» **Task to complete**
Lines from the one containing "Map reading. Read" through the last line of the data are to be repeated word for word, both ends included.

» **Supplied records**
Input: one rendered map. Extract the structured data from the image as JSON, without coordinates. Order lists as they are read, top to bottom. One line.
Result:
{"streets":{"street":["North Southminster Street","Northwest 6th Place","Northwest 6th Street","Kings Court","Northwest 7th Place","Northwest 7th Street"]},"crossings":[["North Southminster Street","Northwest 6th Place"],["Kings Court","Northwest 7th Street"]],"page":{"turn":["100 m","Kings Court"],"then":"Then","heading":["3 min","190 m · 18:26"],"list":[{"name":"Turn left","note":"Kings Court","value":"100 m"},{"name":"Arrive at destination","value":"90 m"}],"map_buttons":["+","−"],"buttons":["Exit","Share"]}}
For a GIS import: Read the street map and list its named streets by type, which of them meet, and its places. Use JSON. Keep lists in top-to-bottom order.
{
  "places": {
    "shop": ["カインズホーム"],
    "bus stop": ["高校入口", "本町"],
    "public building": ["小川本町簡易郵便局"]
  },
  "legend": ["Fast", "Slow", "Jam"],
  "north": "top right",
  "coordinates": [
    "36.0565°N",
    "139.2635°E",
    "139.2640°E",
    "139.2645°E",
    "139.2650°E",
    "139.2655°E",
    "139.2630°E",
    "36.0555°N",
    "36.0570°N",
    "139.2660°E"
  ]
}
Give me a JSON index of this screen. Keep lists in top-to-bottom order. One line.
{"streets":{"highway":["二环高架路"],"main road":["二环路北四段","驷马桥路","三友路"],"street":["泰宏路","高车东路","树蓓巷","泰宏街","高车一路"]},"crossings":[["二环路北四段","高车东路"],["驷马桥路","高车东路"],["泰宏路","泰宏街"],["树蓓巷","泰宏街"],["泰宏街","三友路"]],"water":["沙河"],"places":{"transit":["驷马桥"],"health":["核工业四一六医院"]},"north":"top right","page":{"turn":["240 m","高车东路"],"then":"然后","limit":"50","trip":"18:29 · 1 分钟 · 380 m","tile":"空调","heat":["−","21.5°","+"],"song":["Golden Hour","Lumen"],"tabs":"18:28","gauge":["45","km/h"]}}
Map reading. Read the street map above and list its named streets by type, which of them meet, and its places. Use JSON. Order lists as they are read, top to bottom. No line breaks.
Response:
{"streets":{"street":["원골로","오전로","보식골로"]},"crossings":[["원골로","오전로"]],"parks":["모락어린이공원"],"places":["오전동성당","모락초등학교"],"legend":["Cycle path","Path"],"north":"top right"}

» **Answer to this task**
Map reading. Read the street map above and list its named streets by type, which of them meet, and its places. Use JSON. Order lists as they are read, top to bottom. No line breaks.
Response:
{"streets":{"street":["원골로","오전로","보식골로"]},"crossings":[["원골로","오전로"]],"parks":["모락어린이공원"],"places":["오전동성당","모락초등학교"],"legend":["Cycle path","Path"],"north":"top right"}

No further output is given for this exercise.